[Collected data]
--------------------

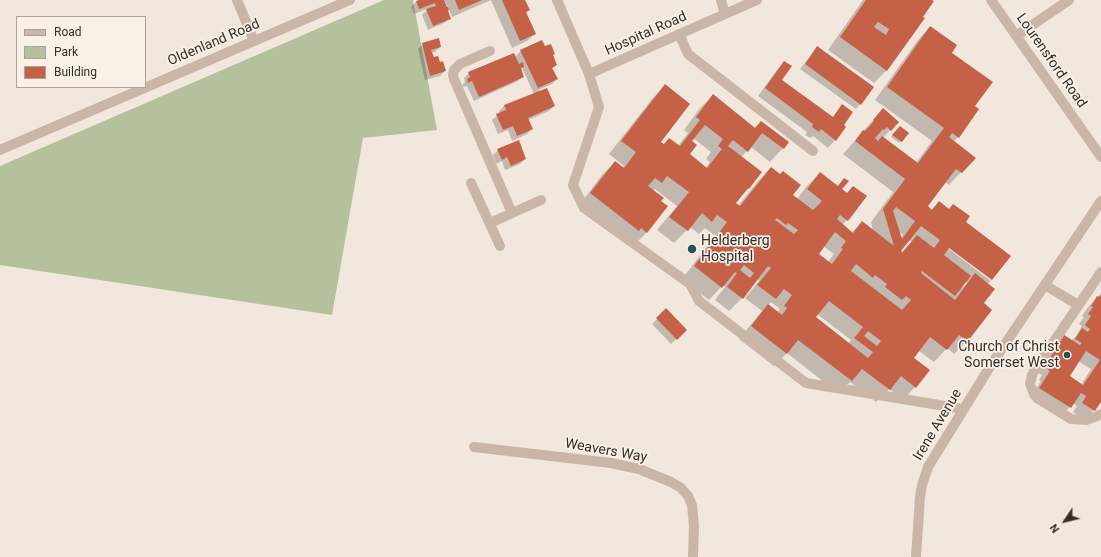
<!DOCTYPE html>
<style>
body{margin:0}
#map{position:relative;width:1101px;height:557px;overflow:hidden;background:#f2e7dc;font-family:Roboto,sans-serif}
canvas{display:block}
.legend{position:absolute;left:16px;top:16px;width:130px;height:72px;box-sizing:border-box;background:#f9f1e8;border:1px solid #aba29b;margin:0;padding:5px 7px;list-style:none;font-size:12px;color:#362c28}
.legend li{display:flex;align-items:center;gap:8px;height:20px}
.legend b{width:20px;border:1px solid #aba29b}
.north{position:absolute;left:1045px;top:501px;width:40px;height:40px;-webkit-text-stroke:3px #f9f1e8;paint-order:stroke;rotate:235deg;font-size:11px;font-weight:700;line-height:16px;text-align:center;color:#362c28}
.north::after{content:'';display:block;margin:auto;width:14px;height:18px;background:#362c28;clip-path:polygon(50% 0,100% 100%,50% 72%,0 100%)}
</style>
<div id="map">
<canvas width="1101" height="557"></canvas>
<ul class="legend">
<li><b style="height:5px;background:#cab6a8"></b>Road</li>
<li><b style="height:11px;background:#b5c19c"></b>Park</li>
<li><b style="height:11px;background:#c56146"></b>Building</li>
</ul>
<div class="north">N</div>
</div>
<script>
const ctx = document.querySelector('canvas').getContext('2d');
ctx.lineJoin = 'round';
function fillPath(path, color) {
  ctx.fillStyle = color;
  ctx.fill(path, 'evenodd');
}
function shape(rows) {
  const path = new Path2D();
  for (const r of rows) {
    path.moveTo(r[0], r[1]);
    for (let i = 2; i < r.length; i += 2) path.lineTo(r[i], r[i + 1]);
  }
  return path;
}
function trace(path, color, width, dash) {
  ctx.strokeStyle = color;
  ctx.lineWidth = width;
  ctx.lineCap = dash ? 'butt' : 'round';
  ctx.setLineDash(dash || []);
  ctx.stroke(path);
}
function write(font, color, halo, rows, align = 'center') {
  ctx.font = font + ' Roboto,sans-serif';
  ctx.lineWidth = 3.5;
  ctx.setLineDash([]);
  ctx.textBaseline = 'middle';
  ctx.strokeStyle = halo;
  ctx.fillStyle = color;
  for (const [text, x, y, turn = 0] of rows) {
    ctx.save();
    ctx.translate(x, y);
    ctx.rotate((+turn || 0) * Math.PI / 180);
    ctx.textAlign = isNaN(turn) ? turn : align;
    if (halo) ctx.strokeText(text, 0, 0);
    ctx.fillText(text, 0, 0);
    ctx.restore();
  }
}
const green = shape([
 [384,0,413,0,437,130,363,138,332,315,0,265,0,166]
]);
const shadow = shape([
 [422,0,443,0,446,9,448,8,444,0,491,0,452,17,449,9,447,11,449,18,444,23,428,30,422,15,429,8,414,14,411,7,416,2],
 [491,0,524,0,528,10,526,13,535,34,527,41,512,48],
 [863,0,930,0,887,70,874,83,828,50],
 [930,27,950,53,974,107,958,137,953,142,974,158,949,185,945,182,926,207,931,210,939,203,1009,256,991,280,991,278,946,244,945,246,991,281,987,284,982,303,991,310,967,341,954,354,947,348,934,362,919,351,913,358,915,387,903,400,889,389,876,402,850,382,838,393,787,353,774,366,739,339,762,311,745,298,759,281,757,279,742,298,729,311,715,300,725,287,723,285,709,300,682,279,715,236,705,228,699,234,690,227,674,243,657,230,677,206,655,189,653,191,660,201,666,206,646,233,634,245,578,207,602,175,615,162,622,168,624,166,609,154,652,99,665,86,660,142,663,145,669,139,678,146,688,133,684,130,700,108,713,96,755,128,761,122,788,143,770,162,751,147,741,157,749,188,735,203,738,206,758,181,771,168,792,195,797,199,807,186,820,173,837,187,844,179,841,190,847,220,842,225,851,233,862,222,873,231,871,222,893,192,843,154,883,109,898,122,883,138,916,163,932,141,875,100,918,40],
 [693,138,711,152,706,159,710,162,706,168,689,154,691,141],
 [898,231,903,235,900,238],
 [909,240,912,242,900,254,899,252],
 [823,246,834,254,828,262,817,254],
 [965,282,967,283,962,288,961,287],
 [771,302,780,309,777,312,768,305],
 [817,314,851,340,848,344,814,318],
 [423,44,440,47,435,52,431,53,433,58,445,71,440,76,425,80,418,49],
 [550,46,556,64,552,69,557,79,552,84,538,90,554,106,549,111,528,120,532,129,527,134,512,141,508,130,498,134,492,120,500,113,499,111,504,106,534,94,522,68,520,69,523,76,518,81,474,101,467,86,463,87,462,85,465,82,464,78,469,73,515,57,521,51,545,48],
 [817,48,860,104,856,109,800,69],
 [784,62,780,80,832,118,842,106,835,140,828,148,813,136,811,138,805,135,807,132,758,96,777,70],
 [897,129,901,141,899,143,891,137],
 [498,150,525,159,520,164,505,170,502,161,496,164,493,155],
 [1101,294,1101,400,1094,410,1085,420,1073,412,1077,406,1073,403,1061,417,1030,398,1041,381,1039,380,1042,375,1038,373,1055,346,1064,337,1071,341,1076,336,1082,326,1079,324,1084,317,1082,316,1088,307],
 [1078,361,1091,369,1081,385,1068,377],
 [666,310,685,330,671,344,652,324]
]);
const building = shape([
 [419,0,444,0,447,7,448,7,449,10,448,11,451,19,433,26,426,9,436,6,435,3,419,9,416,1],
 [455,0,482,0,459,10],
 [502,0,525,0,530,10,526,12,536,34,520,41],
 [866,0,932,0,934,1,923,17,925,18,887,71,840,37],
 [878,22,889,29,886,35,874,27],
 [930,26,957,45,952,53,993,82,975,106,979,109,959,138,952,133,949,137,976,158,962,173,956,169,928,206,932,210,939,201,949,209,953,204,970,216,966,222,1011,256,992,280,949,248,944,255,971,276,955,296,922,271,921,273,955,300,975,273,995,289,984,303,992,310,968,341,959,335,947,350,930,337,914,358,930,370,916,388,901,376,890,390,862,369,852,381,798,340,787,354,751,326,768,304,782,315,787,308,784,306,792,295,784,289,776,299,757,285,771,268,768,266,743,299,727,287,737,273,735,272,722,288,694,266,727,222,717,215,712,222,702,213,688,231,669,217,689,192,667,176,662,183,655,178,648,186,664,198,661,201,668,206,647,233,641,228,639,231,590,193,615,161,624,168,636,152,621,141,665,84,690,104,661,142,664,144,669,138,680,146,700,120,696,117,713,94,755,128,761,121,789,142,784,149,762,133,748,152,733,140,728,146,762,172,749,189,748,188,736,203,740,206,771,167,780,174,783,171,801,185,793,195,813,210,822,201,807,189,820,172,838,186,844,178,849,181,842,189,847,193,853,186,867,196,848,221,840,215,837,219,853,233,862,221,894,246,883,209,905,179,855,141,863,130,865,131,874,121,873,120,883,108,899,122,891,131,887,127,884,130,883,129,875,138,878,141,882,136,918,163,944,128,887,87],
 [705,125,723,139,718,146,722,149,707,168,690,154,697,145,692,141],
 [896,207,915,221,902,239,893,211],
 [777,218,786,225,788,223,798,230,794,234,775,220],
 [921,226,940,240,934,248,917,235,901,254,903,252,901,251],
 [835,232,846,241,841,248,843,249,832,264,819,254],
 [856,264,873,278,875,275,887,284,885,287,902,300,906,296,911,300,902,310,851,271],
 [744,265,754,273,750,278,740,270],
 [829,301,863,327,854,338,873,352,868,358,816,317],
 [868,331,881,341,877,346,864,336],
 [439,38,441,47,431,50,434,57,438,56,440,62,443,61,446,71,430,76,422,43],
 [542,40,545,46,551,44,555,54,553,55,557,65,552,68,558,79,538,88,520,50],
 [817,46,874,87,861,105,805,64],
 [514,53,519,64,523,62,524,67,521,68,524,77,479,97,472,81,468,83,467,79,470,77,468,72],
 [784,61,792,66,782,80,833,117,842,104,853,112,844,125,846,127,836,141,821,129,819,132,812,127,813,124,765,88],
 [547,88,555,106,528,118,533,129,517,136,513,126,503,130,496,114,506,110,504,105],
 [900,126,909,133,902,142,892,135],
 [519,140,526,159,511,166,507,157,502,160,497,149],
 [1101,294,1101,402,1095,411,1082,403,1086,396,1081,393,1071,408,1039,388,1050,371,1048,370,1051,365,1047,363,1064,335,1080,345,1082,343,1075,339,1082,328,1088,332,1090,329,1085,325,1091,316,1088,314,1093,307,1091,306,1097,296,1099,297],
 [1086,351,1100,360,1083,385,1070,376],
 [666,308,687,330,677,340,656,318]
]);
const minor = shape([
 [237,0,254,41],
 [557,0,589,74,599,107,573,185,584,208,690,284,699,301,806,383,963,409],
 [721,0,725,14],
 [991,0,1101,157],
 [679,34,688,54,813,151],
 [1016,36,1069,0],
 [490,51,460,64,454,70,453,75,454,79,512,213],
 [589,74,757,0],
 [0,150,350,0],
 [471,183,500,246],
 [490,223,541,200],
 [1101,272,1034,371,1032,375,1030,384,1034,394,1037,398,1071,419,1086,420,1095,417,1101,414],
 [1045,285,1078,305],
 [474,447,611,463,639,469,671,482,681,488,688,496,692,505,694,526,693,557],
 [916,557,920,497,922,485,928,467,991,365,1101,201]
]);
const markers = [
 [692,249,5,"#1e5658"],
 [1067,355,4,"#1e5658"]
];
const streetNames = [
 ["Hospital Road",646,34,-24],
 ["Oldenland Road",214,43,-23],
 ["Lourensford Road",1051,61,55],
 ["Irene Avenue",938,425,-59],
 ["Weavers Way",606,451,10]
];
const poiNames = [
 ["Helderberg",701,241],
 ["Hospital",701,257],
 ["Church of Christ",1059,347,"right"],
 ["Somerset West",1059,363,"right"]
];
fillPath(green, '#b5c19c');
fillPath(shadow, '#0003');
fillPath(building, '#c56146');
trace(minor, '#cab6a8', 10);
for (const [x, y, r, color] of markers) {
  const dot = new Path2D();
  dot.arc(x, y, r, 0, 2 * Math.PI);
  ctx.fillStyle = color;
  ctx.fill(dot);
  trace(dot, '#f9f1e8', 1.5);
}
write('14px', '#362c28', '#f9f1e8', streetNames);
write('14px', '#362c28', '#f9f1e8', poiNames, 'left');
</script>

--------------------

Find the word "halo" in the entries, then copy out every line that has it.

▸ Answer section
function write(font, color, halo, rows, align = 'center') {
  ctx.strokeStyle = halo;
    if (halo) ctx.strokeText(text, 0, 0);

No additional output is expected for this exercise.